--- START ---
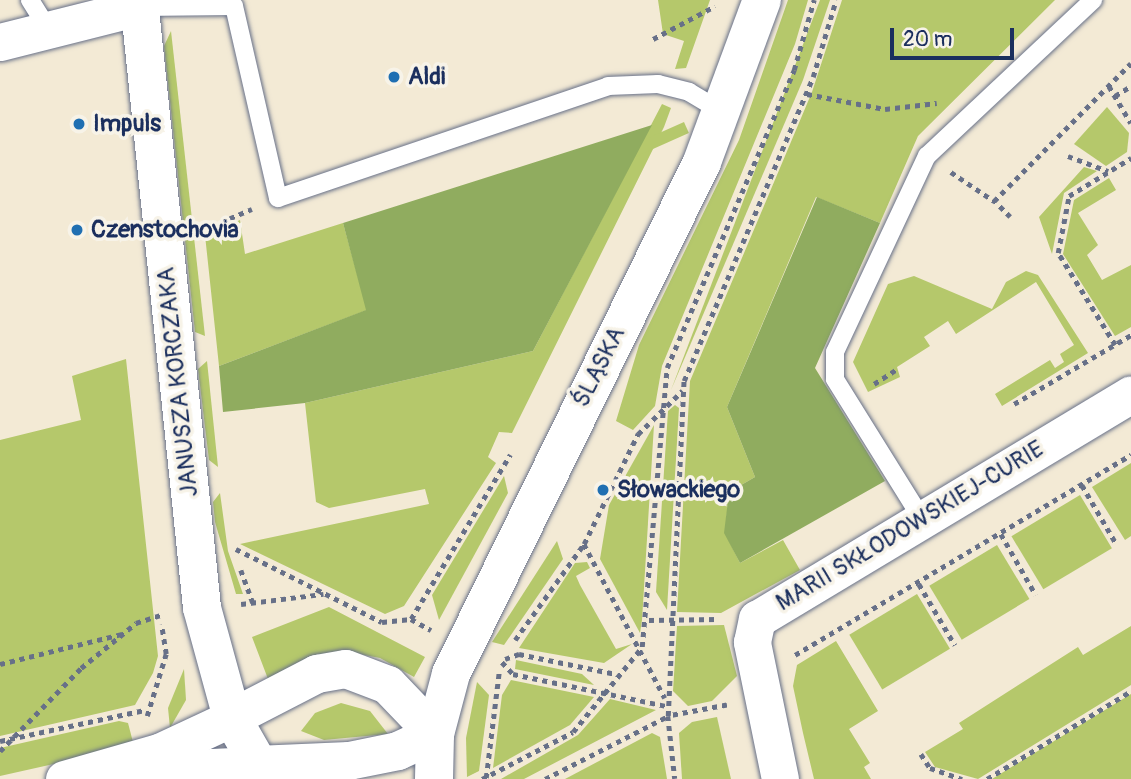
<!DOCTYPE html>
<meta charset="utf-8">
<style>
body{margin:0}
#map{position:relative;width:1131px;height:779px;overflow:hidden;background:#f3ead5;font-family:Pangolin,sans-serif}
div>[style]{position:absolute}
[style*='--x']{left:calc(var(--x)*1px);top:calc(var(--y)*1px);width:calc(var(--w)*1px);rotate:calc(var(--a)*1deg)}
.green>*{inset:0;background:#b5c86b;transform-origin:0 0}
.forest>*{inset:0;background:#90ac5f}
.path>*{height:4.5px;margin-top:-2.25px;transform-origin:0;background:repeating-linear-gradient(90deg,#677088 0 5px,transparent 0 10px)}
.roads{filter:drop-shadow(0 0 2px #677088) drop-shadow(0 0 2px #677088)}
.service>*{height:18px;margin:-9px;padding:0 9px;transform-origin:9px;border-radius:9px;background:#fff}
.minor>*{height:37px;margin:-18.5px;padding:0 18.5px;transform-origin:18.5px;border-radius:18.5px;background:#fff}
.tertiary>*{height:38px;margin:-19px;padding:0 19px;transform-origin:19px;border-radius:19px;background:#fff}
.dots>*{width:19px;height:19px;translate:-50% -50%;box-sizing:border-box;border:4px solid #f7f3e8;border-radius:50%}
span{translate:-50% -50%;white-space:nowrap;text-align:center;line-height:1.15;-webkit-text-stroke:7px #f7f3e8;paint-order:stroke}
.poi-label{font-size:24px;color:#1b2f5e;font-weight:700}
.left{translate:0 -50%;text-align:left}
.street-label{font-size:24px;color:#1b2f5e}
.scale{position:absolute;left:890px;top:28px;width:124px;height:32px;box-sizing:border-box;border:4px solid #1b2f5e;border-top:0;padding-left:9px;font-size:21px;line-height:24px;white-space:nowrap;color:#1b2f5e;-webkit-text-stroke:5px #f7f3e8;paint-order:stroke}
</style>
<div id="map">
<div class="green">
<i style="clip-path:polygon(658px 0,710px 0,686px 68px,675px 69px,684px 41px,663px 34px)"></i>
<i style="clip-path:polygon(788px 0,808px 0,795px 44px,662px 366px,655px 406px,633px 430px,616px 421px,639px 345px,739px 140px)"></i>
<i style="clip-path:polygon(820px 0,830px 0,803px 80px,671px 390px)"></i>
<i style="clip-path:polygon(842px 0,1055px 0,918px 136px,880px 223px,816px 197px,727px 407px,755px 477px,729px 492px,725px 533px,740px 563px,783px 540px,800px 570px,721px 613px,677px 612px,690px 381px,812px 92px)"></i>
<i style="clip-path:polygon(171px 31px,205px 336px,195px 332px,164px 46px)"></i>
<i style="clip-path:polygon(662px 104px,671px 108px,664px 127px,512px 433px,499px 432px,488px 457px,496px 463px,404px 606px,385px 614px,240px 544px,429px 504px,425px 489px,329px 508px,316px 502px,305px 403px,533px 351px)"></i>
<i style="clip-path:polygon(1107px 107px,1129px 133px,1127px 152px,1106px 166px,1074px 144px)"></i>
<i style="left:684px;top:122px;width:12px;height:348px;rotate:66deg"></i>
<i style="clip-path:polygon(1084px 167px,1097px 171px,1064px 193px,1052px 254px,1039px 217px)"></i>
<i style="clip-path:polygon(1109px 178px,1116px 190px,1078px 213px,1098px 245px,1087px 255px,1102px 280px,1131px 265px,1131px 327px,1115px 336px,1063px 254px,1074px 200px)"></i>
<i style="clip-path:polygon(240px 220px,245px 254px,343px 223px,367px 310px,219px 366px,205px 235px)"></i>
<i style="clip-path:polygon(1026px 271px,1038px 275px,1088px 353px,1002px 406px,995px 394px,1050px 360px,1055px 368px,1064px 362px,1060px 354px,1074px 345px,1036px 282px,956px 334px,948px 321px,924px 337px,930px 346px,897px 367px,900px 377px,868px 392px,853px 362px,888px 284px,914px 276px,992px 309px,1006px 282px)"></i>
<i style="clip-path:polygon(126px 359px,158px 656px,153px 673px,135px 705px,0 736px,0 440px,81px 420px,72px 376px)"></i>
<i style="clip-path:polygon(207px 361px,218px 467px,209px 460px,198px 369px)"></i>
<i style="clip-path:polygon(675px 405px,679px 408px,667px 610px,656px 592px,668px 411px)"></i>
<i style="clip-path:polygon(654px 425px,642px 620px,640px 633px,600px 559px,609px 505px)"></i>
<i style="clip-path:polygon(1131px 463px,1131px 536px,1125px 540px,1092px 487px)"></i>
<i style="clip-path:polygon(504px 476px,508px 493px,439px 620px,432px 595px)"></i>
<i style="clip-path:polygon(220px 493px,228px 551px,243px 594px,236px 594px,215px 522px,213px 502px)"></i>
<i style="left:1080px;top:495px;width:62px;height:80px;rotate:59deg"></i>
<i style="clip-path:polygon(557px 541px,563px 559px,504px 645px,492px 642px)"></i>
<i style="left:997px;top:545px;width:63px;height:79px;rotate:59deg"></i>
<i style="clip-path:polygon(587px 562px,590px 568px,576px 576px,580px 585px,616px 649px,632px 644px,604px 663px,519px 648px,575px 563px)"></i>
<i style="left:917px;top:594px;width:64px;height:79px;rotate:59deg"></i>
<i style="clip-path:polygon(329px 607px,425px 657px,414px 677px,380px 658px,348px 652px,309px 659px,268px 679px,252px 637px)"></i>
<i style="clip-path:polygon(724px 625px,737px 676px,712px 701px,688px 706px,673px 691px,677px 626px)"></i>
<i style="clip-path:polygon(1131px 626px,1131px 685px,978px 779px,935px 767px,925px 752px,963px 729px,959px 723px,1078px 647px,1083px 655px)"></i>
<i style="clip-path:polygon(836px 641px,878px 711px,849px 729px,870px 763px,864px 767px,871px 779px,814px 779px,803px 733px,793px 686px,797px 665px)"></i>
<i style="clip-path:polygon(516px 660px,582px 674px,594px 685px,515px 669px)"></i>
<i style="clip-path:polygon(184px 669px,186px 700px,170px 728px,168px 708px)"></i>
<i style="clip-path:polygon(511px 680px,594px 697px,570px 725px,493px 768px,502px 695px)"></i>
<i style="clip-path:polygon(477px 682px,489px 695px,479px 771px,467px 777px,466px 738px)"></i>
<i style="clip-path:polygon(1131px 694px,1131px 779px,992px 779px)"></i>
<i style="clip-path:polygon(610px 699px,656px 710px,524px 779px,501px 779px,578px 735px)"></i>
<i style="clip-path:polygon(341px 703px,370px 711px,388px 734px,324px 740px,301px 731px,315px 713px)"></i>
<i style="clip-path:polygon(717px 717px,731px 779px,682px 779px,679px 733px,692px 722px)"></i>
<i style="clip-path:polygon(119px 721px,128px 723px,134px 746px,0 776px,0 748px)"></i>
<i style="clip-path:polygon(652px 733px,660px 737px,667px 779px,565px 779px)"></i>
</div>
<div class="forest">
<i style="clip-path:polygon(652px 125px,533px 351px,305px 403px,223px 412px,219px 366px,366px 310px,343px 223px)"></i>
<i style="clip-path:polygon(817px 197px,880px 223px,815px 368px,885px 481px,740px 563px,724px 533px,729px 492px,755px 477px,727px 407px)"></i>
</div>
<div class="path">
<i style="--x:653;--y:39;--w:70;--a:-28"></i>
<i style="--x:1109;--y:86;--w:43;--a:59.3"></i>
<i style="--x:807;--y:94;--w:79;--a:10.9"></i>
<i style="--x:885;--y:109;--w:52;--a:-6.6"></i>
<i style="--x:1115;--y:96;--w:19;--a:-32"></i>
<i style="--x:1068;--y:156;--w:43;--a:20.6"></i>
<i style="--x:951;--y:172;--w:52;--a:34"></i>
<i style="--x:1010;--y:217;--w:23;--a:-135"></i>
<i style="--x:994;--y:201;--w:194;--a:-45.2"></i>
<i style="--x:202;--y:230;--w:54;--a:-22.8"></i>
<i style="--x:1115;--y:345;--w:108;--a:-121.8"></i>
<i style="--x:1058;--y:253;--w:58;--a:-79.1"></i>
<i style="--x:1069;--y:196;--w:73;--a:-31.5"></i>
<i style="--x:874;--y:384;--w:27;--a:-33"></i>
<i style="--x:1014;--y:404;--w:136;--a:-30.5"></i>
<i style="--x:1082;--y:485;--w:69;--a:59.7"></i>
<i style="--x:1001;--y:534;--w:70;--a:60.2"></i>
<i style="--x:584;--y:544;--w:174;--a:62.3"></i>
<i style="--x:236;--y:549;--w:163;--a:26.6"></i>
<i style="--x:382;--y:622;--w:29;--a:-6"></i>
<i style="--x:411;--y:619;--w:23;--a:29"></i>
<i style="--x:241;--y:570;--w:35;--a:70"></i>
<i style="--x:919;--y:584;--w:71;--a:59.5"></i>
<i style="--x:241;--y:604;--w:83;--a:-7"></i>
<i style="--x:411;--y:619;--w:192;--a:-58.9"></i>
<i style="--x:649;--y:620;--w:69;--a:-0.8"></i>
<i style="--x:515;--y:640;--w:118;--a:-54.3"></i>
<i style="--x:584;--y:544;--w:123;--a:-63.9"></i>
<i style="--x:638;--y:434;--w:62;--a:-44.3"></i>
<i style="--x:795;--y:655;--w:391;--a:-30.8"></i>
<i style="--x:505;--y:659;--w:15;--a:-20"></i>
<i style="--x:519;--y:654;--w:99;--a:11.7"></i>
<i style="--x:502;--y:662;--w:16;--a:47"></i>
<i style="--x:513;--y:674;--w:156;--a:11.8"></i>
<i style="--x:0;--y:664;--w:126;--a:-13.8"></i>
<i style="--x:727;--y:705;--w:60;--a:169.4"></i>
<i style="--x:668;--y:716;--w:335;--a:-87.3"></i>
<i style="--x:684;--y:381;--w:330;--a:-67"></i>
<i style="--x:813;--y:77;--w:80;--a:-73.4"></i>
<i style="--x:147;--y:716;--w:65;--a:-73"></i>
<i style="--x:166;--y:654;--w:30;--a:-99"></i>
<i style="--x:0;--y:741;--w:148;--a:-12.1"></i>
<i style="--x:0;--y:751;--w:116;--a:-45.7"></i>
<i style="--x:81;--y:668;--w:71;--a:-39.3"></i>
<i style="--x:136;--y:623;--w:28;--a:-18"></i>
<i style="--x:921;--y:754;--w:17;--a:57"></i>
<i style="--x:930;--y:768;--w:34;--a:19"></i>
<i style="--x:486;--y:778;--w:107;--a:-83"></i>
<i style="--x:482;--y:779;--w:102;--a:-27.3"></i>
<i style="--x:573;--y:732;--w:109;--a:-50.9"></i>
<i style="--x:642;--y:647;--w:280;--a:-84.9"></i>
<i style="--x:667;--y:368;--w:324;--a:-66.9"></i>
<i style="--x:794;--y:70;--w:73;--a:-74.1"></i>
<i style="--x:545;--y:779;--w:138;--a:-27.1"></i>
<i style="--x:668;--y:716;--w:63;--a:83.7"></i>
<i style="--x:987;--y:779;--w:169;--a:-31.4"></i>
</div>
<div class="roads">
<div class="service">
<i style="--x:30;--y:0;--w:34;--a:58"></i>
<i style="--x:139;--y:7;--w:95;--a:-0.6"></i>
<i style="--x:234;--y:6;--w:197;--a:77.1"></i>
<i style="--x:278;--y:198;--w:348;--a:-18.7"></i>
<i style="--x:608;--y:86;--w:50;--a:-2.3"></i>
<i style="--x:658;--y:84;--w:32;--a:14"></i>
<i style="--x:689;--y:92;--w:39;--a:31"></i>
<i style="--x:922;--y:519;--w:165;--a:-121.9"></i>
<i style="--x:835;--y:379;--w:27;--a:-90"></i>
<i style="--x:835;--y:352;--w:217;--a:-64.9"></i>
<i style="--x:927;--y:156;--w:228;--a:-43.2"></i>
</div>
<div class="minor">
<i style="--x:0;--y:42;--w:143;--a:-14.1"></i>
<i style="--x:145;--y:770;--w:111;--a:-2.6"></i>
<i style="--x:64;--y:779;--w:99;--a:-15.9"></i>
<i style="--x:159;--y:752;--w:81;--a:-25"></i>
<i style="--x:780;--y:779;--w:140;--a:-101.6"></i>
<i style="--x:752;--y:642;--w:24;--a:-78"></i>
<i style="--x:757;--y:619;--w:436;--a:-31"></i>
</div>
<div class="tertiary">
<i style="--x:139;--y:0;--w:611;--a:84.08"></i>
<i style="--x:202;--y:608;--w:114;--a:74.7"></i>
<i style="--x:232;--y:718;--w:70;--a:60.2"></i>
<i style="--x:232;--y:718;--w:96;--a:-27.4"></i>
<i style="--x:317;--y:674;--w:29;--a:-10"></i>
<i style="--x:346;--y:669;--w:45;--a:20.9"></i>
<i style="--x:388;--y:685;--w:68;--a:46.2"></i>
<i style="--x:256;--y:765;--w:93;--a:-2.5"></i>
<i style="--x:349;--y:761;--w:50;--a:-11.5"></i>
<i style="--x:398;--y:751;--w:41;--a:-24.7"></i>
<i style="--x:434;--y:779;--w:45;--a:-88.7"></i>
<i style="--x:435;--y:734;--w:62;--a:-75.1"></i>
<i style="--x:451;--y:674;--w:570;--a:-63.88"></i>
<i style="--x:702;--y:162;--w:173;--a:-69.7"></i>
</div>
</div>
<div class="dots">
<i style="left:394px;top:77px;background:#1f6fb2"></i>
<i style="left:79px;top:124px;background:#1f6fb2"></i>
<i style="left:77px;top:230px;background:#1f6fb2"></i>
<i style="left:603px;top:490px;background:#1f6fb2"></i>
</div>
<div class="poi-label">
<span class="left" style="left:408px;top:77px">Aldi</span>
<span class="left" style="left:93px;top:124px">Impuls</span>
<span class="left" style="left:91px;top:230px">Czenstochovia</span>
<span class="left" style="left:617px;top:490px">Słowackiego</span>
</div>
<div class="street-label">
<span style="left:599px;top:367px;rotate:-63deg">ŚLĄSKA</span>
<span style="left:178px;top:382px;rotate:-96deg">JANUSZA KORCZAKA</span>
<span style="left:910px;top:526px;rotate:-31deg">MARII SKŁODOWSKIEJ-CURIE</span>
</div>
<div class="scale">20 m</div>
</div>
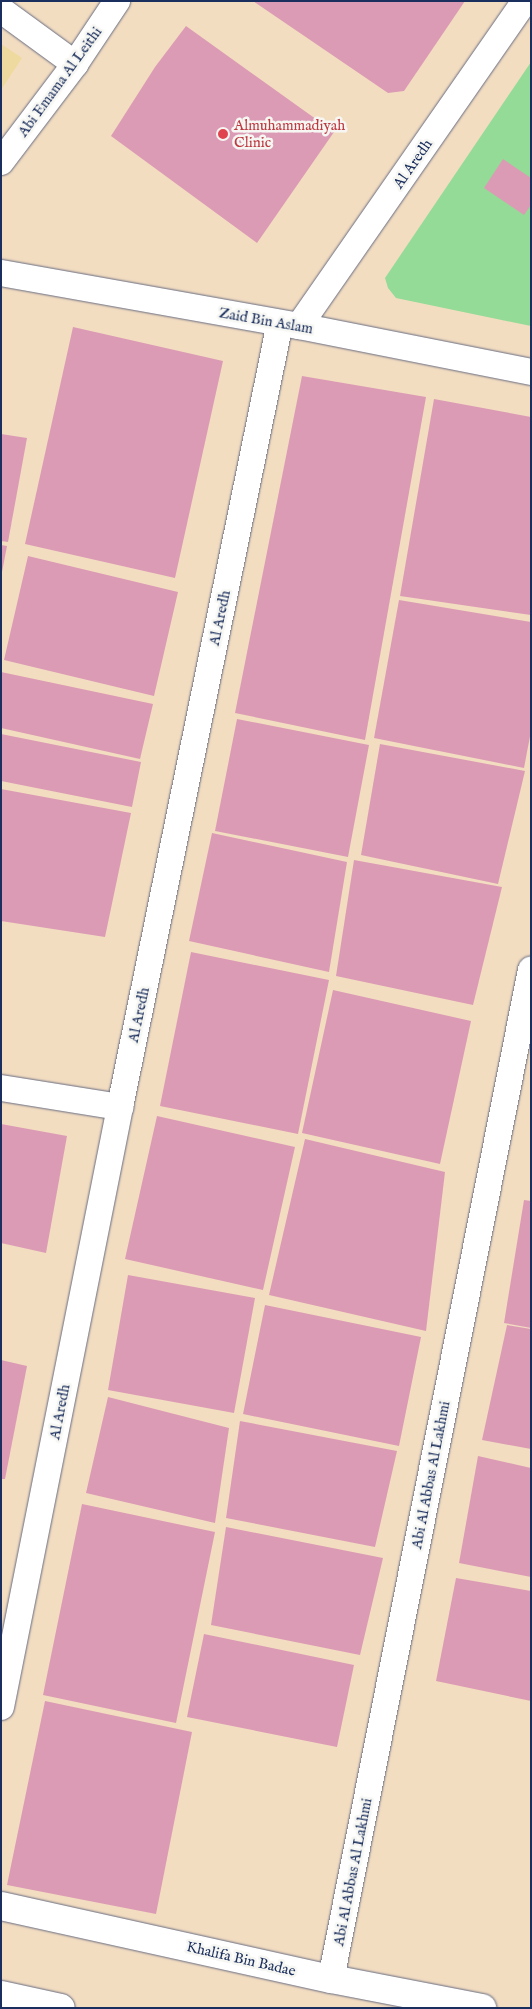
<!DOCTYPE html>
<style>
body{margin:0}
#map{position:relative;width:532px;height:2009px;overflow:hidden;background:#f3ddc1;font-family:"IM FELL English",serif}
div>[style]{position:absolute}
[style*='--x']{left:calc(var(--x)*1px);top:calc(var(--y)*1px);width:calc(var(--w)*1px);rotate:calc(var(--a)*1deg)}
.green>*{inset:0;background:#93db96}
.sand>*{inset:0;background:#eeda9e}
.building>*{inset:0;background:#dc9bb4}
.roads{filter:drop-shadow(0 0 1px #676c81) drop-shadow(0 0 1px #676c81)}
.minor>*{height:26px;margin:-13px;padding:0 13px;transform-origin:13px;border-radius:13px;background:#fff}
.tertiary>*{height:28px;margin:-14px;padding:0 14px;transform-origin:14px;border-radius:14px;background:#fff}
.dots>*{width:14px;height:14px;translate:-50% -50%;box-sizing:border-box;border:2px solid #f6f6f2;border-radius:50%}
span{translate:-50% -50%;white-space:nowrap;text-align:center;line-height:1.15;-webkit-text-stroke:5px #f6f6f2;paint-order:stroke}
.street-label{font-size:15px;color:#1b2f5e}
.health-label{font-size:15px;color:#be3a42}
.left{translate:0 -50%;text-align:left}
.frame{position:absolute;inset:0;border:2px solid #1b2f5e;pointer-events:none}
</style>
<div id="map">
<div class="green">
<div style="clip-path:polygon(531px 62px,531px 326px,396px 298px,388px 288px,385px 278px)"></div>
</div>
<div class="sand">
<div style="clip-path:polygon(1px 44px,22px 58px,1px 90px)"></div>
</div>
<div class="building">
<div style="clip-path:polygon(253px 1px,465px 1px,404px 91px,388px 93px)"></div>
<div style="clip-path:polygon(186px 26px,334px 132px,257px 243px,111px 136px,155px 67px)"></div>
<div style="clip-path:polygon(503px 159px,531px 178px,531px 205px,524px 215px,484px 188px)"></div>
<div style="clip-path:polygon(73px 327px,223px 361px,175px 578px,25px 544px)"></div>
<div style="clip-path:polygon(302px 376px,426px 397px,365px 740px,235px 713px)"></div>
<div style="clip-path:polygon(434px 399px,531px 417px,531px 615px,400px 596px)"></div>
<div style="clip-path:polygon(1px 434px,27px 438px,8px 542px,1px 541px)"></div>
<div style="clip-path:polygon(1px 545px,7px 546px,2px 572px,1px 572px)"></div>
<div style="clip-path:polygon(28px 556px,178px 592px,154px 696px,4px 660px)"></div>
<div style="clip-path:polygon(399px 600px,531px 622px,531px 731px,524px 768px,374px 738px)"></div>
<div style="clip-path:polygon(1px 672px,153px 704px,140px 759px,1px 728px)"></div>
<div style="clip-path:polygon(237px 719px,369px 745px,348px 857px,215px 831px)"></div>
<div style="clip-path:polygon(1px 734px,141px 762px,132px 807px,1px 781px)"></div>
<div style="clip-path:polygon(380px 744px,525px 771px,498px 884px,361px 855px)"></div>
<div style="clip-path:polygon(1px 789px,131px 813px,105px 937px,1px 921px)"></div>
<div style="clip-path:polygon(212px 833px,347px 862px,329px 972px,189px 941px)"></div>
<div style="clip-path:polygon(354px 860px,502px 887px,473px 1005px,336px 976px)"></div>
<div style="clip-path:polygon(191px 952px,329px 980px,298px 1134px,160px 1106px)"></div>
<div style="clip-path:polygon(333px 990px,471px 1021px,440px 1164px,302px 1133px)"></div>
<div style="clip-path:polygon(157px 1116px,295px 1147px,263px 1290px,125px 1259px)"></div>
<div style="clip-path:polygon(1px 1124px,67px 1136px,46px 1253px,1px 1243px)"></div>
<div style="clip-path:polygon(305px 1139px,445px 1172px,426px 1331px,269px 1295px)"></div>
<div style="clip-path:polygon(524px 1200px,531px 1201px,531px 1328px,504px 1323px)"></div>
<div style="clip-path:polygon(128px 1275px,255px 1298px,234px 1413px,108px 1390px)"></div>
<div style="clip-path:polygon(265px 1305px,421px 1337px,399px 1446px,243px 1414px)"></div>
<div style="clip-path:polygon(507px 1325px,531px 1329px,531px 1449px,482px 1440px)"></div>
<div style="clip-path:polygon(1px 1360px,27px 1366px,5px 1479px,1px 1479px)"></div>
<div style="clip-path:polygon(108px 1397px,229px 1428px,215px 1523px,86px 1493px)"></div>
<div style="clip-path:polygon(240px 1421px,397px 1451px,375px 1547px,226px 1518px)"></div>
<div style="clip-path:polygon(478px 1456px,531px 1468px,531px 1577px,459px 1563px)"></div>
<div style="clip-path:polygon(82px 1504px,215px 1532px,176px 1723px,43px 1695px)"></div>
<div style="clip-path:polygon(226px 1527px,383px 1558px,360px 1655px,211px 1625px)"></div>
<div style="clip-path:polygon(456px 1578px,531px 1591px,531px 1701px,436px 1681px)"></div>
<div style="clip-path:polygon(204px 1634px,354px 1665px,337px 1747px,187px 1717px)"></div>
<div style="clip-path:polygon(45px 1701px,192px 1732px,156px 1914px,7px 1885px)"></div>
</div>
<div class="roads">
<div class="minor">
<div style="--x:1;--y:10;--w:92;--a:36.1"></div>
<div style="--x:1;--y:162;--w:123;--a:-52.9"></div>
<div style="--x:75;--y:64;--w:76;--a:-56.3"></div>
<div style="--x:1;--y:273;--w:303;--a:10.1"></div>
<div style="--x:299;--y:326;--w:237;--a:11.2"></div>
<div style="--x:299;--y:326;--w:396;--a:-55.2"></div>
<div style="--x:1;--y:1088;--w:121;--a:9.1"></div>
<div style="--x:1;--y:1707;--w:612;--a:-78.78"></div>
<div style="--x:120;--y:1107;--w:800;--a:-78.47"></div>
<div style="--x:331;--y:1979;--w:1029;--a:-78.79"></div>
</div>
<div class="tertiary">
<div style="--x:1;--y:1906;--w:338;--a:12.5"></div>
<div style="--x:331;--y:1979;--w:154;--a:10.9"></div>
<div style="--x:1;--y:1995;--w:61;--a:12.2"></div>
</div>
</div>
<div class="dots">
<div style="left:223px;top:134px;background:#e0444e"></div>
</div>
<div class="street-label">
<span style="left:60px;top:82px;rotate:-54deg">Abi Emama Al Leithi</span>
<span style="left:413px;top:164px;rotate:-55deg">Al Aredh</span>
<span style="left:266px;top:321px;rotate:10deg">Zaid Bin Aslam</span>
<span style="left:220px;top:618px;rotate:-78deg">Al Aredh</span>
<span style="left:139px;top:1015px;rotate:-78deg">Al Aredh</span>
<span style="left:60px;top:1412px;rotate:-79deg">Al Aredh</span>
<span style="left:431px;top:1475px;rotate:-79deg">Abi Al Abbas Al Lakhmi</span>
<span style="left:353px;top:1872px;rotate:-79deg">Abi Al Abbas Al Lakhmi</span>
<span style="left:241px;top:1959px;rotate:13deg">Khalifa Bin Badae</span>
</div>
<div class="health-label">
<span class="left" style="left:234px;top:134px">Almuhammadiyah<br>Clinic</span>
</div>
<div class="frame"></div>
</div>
--- END ---
Leaving out the pictures, print each line of the records above from the first up to and including the one that contains "2px #677088) drop-shadow(0", exactly as written.

• [FINAL ANSWER]
<!DOCTYPE html>
<meta charset="utf-8">
<style>
body{margin:0}
#map{position:relative;width:1131px;height:779px;overflow:hidden;background:#f3ead5;font-family:Pangolin,sans-serif}
div>[style]{position:absolute}
[style*='--x']{left:calc(var(--x)*1px);top:calc(var(--y)*1px);width:calc(var(--w)*1px);rotate:calc(var(--a)*1deg)}
.green>*{inset:0;background:#b5c86b;transform-origin:0 0}
.forest>*{inset:0;background:#90ac5f}
.path>*{height:4.5px;margin-top:-2.25px;transform-origin:0;background:repeating-linear-gradient(90deg,#677088 0 5px,transparent 0 10px)}
.roads{filter:drop-shadow(0 0 2px #677088) drop-shadow(0 0 2px #677088)}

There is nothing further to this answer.